### What the task requires
Take the entries below and return them unchanged.

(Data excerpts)

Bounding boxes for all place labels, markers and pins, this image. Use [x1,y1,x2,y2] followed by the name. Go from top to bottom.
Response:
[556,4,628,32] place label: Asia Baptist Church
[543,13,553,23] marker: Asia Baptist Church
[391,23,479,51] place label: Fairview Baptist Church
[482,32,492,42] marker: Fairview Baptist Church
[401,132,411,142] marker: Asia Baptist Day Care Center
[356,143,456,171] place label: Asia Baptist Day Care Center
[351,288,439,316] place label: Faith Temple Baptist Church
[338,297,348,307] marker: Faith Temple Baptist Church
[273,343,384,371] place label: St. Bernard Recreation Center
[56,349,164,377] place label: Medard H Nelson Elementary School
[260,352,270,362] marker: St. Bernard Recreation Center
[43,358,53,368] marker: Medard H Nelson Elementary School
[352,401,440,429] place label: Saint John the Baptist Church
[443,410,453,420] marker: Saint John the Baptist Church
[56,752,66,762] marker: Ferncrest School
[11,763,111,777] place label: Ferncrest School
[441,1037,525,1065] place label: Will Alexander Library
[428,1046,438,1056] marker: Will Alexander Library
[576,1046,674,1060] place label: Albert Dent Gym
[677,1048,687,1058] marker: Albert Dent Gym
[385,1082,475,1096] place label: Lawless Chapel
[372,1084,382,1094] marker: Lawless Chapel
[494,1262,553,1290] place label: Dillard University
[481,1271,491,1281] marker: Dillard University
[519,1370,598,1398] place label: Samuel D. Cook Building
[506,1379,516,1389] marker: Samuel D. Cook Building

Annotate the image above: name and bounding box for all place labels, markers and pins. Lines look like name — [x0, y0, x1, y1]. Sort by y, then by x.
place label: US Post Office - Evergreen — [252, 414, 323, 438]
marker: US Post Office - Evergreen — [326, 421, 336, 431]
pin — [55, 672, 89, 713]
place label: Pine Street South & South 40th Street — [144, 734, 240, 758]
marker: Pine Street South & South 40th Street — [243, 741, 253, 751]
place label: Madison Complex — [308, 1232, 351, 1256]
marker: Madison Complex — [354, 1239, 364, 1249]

### Result of this exercise
Bounding boxes for all place labels, markers and pins, this image. Use [x1,y1,x2,y2] followed by the name. Go from top to bottom.
Response:
[556,4,628,32] place label: Asia Baptist Church
[543,13,553,23] marker: Asia Baptist Church
[391,23,479,51] place label: Fairview Baptist Church
[482,32,492,42] marker: Fairview Baptist Church
[401,132,411,142] marker: Asia Baptist Day Care Center
[356,143,456,171] place label: Asia Baptist Day Care Center
[351,288,439,316] place label: Faith Temple Baptist Church
[338,297,348,307] marker: Faith Temple Baptist Church
[273,343,384,371] place label: St. Bernard Recreation Center
[56,349,164,377] place label: Medard H Nelson Elementary School
[260,352,270,362] marker: St. Bernard Recreation Center
[43,358,53,368] marker: Medard H Nelson Elementary School
[352,401,440,429] place label: Saint John the Baptist Church
[443,410,453,420] marker: Saint John the Baptist Church
[56,752,66,762] marker: Ferncrest School
[11,763,111,777] place label: Ferncrest School
[441,1037,525,1065] place label: Will Alexander Library
[428,1046,438,1056] marker: Will Alexander Library
[576,1046,674,1060] place label: Albert Dent Gym
[677,1048,687,1058] marker: Albert Dent Gym
[385,1082,475,1096] place label: Lawless Chapel
[372,1084,382,1094] marker: Lawless Chapel
[494,1262,553,1290] place label: Dillard University
[481,1271,491,1281] marker: Dillard University
[519,1370,598,1398] place label: Samuel D. Cook Building
[506,1379,516,1389] marker: Samuel D. Cook Building

Annotate the image above: name and bounding box for all place labels, markers and pins. Lines look like name — [x0, y0, x1, y1]. Sort by y, then by x.
place label: US Post Office - Evergreen — [252, 414, 323, 438]
marker: US Post Office - Evergreen — [326, 421, 336, 431]
pin — [55, 672, 89, 713]
place label: Pine Street South & South 40th Street — [144, 734, 240, 758]
marker: Pine Street South & South 40th Street — [243, 741, 253, 751]
place label: Madison Complex — [308, 1232, 351, 1256]
marker: Madison Complex — [354, 1239, 364, 1249]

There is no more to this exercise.